▶ What is required: Repeat, exactly and with no pictures, the lines that run from the beginning of the entries through the line containing "font-size:16px; font-style:normal; color:var(--muted)".

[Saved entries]
┄┄┄┄┄┄┄┄┄┄┄┄┄┄┄┄┄┄┄┄

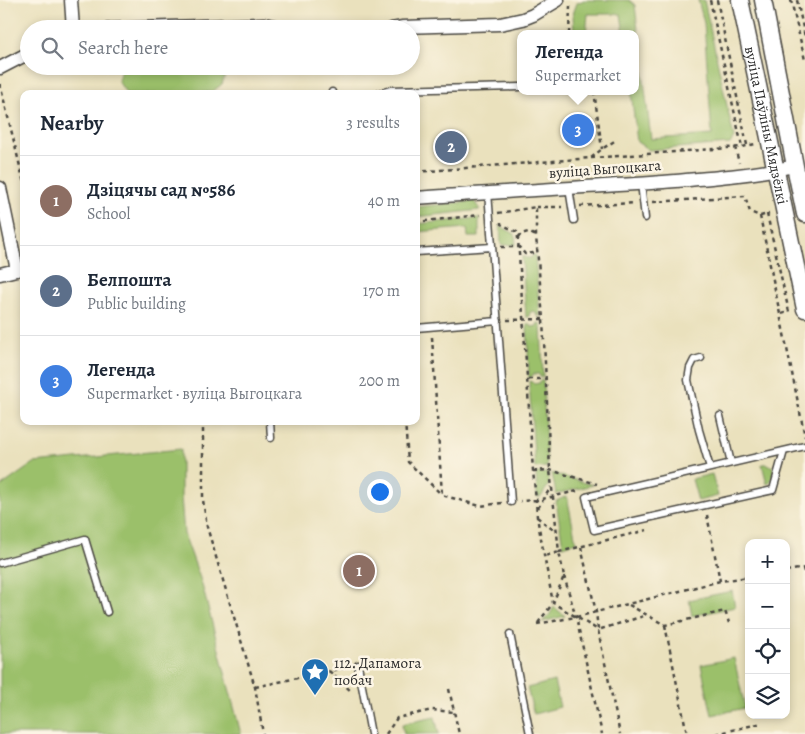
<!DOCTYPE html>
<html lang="en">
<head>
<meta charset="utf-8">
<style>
  :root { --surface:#fff; --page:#f6f6f7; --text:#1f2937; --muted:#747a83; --line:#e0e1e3; --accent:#1f6fb2 }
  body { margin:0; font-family:Alegreya,serif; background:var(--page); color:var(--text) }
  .controls { position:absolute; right:15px; bottom:15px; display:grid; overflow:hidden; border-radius:10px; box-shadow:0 2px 8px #0003 }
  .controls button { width:45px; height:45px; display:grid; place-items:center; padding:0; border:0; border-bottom:1px solid var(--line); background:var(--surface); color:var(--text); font:25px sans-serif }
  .you { position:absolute; left:379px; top:491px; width:18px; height:18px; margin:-12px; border:4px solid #fff; border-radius:50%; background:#1a73e8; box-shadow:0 0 0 8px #1a73e833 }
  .badge { display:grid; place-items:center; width:32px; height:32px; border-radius:50%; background:var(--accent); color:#fff; font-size:16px; font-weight:700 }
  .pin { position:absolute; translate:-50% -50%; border:2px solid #fff; box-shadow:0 1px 5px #0006 }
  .popup { position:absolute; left:517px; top:30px; width:122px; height:65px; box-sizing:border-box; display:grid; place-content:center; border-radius:10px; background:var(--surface); filter:drop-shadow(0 1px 4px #0005); font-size:16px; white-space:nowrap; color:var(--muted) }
  .popup b { font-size:19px; color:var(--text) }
  .popup::after { content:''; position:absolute; left:50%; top:100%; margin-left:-10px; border:10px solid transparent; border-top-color:var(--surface) }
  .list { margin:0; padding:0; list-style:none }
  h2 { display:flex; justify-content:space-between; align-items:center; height:65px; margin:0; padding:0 20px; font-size:21px }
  h2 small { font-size:16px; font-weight:400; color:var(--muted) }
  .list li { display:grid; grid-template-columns:32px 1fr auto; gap:15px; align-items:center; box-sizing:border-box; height:90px; padding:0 20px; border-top:1px solid var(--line) }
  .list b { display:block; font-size:19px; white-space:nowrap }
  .list p { margin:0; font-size:16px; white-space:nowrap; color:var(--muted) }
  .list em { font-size:16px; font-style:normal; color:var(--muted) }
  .icon { flex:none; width:28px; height:28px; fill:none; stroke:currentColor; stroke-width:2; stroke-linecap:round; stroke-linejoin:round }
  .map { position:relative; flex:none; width:805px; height:734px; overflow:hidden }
  .search { position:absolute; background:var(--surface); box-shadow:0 2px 8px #0003; left:20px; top:20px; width:400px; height:55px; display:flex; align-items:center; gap:12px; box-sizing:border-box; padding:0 18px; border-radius:28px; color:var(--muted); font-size:19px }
  .panel { position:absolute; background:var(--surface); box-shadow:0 2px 8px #0003; left:20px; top:90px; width:400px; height:335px; border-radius:10px }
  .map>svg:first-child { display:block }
  .green { fill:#9bc06a; stroke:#63764a }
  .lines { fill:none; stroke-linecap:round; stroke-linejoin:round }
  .service-casing { stroke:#484641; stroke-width:9 }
  .minor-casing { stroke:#484641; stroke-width:15 }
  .tertiary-casing { stroke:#484641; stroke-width:19 }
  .path { stroke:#484641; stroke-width:2.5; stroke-dasharray:4 4; stroke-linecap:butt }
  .service { stroke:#fff; stroke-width:6 }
  .minor { stroke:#fff; stroke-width:12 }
  .tertiary { stroke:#fff; stroke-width:16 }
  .labels { text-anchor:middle; stroke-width:5; stroke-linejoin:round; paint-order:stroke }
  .street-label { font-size:15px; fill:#2b2b2b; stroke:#fcf5e5 }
  .poi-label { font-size:15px; fill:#2b2b2b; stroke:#fcf5e5; text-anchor:start }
</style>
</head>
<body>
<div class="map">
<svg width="805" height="734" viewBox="0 0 805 734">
  <rect width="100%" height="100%" fill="#fcf5e5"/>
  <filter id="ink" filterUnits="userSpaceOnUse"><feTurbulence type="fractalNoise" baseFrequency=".02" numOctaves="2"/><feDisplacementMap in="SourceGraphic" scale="10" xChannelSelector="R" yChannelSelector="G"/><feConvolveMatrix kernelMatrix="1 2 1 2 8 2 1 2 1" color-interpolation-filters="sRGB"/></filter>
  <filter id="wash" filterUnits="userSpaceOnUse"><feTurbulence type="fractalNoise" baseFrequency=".0096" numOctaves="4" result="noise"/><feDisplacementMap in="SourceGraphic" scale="20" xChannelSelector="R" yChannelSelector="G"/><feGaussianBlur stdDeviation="1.12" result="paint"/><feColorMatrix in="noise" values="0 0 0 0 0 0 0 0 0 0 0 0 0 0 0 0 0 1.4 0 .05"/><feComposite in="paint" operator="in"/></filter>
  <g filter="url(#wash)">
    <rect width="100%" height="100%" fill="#eae1bd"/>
    <path class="green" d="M 584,0 L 629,0 L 635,5 L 651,139 L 712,135 L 704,23 L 698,0 L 704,0 L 734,138 L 730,144 L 649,150 L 637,142 L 631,91 L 636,91 L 636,34 L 624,34 L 621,14 L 588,14 L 586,34 L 574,34 L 573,14 L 577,3 Z
      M 122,66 L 225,66 L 227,70 L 222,84 L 212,92 L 188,94 L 129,94 L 126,93 L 118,81 Z
      M 474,201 L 480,210 L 416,217 L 416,207 Z
      M 479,218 L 479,237 L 468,237 L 467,228 L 416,232 L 416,224 Z
      M 500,226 L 515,234 L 516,245 L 501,245 Z
      M 533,255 L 535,255 L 540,316 L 537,316 L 535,311 L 530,312 L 529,317 L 526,317 L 522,256 L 526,258 L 531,258 Z
      M 538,323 L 541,324 L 543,377 L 540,377 L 539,374 L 533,374 L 532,377 L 529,378 L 527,324 L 530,324 L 532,327 L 537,326 Z
      M 541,380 L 543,380 L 547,467 L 535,468 L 529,381 L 532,382 L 534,384 L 539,383 Z
      M 181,449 L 181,497 L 184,534 L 201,581 L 241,734 L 0,734 L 0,487 L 34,463 Z
      M 762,464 L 768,464 L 773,467 C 774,473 773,481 767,484 Z
      M 536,473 L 548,473 L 549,484 L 541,497 L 537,497 Z
      M 552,473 L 593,485 L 556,494 Z
      M 712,474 L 718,496 L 698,501 L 692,479 Z
      M 567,496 L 576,542 L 563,546 L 556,501 Z
      M 732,591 L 735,607 L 692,616 L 689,600 Z
      M 554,607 L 565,616 L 542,622 L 550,614 Z
      M 734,658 L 745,708 L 712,715 L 701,665 Z
      M 554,681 L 560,707 L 534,714 L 527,688 Z
      M 435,717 L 439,734 L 404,734 L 402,724 Z"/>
  </g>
  <g filter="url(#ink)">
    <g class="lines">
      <g class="service-casing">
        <path id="service" d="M 332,92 L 332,94
          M 377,94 L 391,90 L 520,87
          M 641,183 L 645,218
          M 569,188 L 574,220
          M 488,192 L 511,502
          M 416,252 L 492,247
          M 416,328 L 498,321
          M 701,358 L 694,360 L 690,368 L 688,380 L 699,430 L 710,468
          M 720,416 L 731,463
          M 270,421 L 271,438
          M 784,451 L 773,490 L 594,530 L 586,497 L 805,446
          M 0,563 L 85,539 L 107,612
          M 510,634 L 530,734
          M 358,665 L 371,734"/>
      </g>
      <g class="minor-casing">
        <path id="minor" d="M 71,0 L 73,29
          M 109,29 L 264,24 L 289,29
          M 392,29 L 403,27 L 500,24 L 523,19 L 533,15 L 558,0
          M 0,68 L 29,53
          M 0,188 L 17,270
          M 416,198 C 495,192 573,188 651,183 C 699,179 747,176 795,166
          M 0,274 L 24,268"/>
      </g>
      <g class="tertiary-casing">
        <g id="tertiary">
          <path id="s1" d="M 740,0 L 805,309"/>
          <path d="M 763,0 L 795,166 L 805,214"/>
        </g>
      </g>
      <path class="path" d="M 710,0 L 742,147
        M 717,0 L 747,145
        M 791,0 L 805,60
        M 797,0 L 805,37
        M 569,34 L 570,6
        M 0,84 L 24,183
        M 594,91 L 602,149
        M 735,147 L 739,163
        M 591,158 L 742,147 L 755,144
        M 416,172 L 591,158 L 602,149 L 616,140
        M 653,202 L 745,196 L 750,212 L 760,216 L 769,214
        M 580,206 L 635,203
        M 536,207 L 562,207
        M 498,213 L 536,207 L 536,236 L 543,319 L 550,470 L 559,552 L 647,530
        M 767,214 L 789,312 L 781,314
        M 760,216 L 805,437
        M 416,222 L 480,215
        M 501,222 L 501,224 L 517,232 L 518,238 L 533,471 L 536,500 L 520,501
        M 518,238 L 521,234 L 528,232 L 536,236
        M 501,247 L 519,247 L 525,254 L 533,253 L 538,249
        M 507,320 L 543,319
        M 432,337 L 442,495 L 480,506 L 502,503
        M 528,379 L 545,379
        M 203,421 L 203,500 L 207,527 L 255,687 L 263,734
        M 405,421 L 408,462 L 441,494
        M 533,471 L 550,470 L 597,484
        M 577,491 L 542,499 L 536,500 L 537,517 L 553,603 L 598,630 L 620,734
        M 538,508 L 551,487
        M 707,515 L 720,581
        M 537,517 L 556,532
        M 581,547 L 596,612 L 598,630 L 647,615
        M 803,568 L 805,576
        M 786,571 L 805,568
        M 564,576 L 576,617 L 602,734
        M 629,605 L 665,625 L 725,611 L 729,623
        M 538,623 L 553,603 L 564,576 L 559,552 L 545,556
        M 537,624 L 576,617 L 720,581 L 749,577
        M 665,625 L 687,734
        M 329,671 L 352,692
        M 255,687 L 349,667
        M 449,689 L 459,734
        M 386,734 L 397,718 L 432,710 L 454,712
        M 716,734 L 762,723"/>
      <use href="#service" class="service"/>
      <use href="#minor" class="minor"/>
      <use href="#tertiary" class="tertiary"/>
    </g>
  </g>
  <defs>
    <g id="sight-pin" transform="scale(1.4375)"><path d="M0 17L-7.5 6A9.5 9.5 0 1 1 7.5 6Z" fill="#1f6fb2" stroke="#fcf5e5"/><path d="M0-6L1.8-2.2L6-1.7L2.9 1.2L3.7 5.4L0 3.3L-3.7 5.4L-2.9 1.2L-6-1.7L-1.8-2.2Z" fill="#fff"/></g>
  </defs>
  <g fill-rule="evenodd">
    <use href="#sight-pin" x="315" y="672"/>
  </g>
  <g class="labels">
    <g class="street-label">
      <text dy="5" stroke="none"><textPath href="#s1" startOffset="128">вуліца Паўліны Мядзёлкі</textPath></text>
      <text transform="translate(605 169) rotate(-4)" y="5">вуліца Выгоцкага</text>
    </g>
    <g class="poi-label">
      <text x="334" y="668">112. Дапамога<tspan x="334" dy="17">побач</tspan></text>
    </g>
  </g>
</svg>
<div class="controls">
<button>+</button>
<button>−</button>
<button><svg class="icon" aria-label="locate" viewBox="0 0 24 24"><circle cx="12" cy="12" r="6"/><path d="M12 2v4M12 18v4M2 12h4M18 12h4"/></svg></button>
<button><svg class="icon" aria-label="layers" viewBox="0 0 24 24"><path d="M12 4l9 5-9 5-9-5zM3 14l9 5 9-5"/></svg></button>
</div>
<div class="you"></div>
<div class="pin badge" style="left:359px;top:571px;background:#8d6e63">1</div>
<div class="pin badge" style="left:451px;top:147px;background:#5c6f8a">2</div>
<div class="pin badge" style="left:578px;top:130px;background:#3f7fe0">3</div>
<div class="popup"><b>Легенда</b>Supermarket</div>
<div class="search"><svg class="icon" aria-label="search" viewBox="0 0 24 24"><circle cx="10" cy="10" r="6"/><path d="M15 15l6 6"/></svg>Search here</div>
<section class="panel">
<h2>Nearby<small>3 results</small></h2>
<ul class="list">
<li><span class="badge" style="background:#8d6e63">1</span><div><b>Дзіцячы сад №586</b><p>School</p></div><em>40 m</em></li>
<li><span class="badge" style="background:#5c6f8a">2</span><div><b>Белпошта</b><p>Public building</p></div><em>170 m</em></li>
<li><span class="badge" style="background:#3f7fe0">3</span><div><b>Легенда</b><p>Supermarket · вуліца Выгоцкага</p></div><em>200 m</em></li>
</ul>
</section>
</div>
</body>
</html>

┄┄┄┄┄┄┄┄┄┄┄┄┄┄┄┄┄┄┄┄

▶ Written solution:
<!DOCTYPE html>
<html lang="en">
<head>
<meta charset="utf-8">
<style>
  :root { --surface:#fff; --page:#f6f6f7; --text:#1f2937; --muted:#747a83; --line:#e0e1e3; --accent:#1f6fb2 }
  body { margin:0; font-family:Alegreya,serif; background:var(--page); color:var(--text) }
  .controls { position:absolute; right:15px; bottom:15px; display:grid; overflow:hidden; border-radius:10px; box-shadow:0 2px 8px #0003 }
  .controls button { width:45px; height:45px; display:grid; place-items:center; padding:0; border:0; border-bottom:1px solid var(--line); background:var(--surface); color:var(--text); font:25px sans-serif }
  .you { position:absolute; left:379px; top:491px; width:18px; height:18px; margin:-12px; border:4px solid #fff; border-radius:50%; background:#1a73e8; box-shadow:0 0 0 8px #1a73e833 }
  .badge { display:grid; place-items:center; width:32px; height:32px; border-radius:50%; background:var(--accent); color:#fff; font-size:16px; font-weight:700 }
  .pin { position:absolute; translate:-50% -50%; border:2px solid #fff; box-shadow:0 1px 5px #0006 }
  .popup { position:absolute; left:517px; top:30px; width:122px; height:65px; box-sizing:border-box; display:grid; place-content:center; border-radius:10px; background:var(--surface); filter:drop-shadow(0 1px 4px #0005); font-size:16px; white-space:nowrap; color:var(--muted) }
  .popup b { font-size:19px; color:var(--text) }
  .popup::after { content:''; position:absolute; left:50%; top:100%; margin-left:-10px; border:10px solid transparent; border-top-color:var(--surface) }
  .list { margin:0; padding:0; list-style:none }
  h2 { display:flex; justify-content:space-between; align-items:center; height:65px; margin:0; padding:0 20px; font-size:21px }
  h2 small { font-size:16px; font-weight:400; color:var(--muted) }
  .list li { display:grid; grid-template-columns:32px 1fr auto; gap:15px; align-items:center; box-sizing:border-box; height:90px; padding:0 20px; border-top:1px solid var(--line) }
  .list b { display:block; font-size:19px; white-space:nowrap }
  .list p { margin:0; font-size:16px; white-space:nowrap; color:var(--muted) }
  .list em { font-size:16px; font-style:normal; color:var(--muted) }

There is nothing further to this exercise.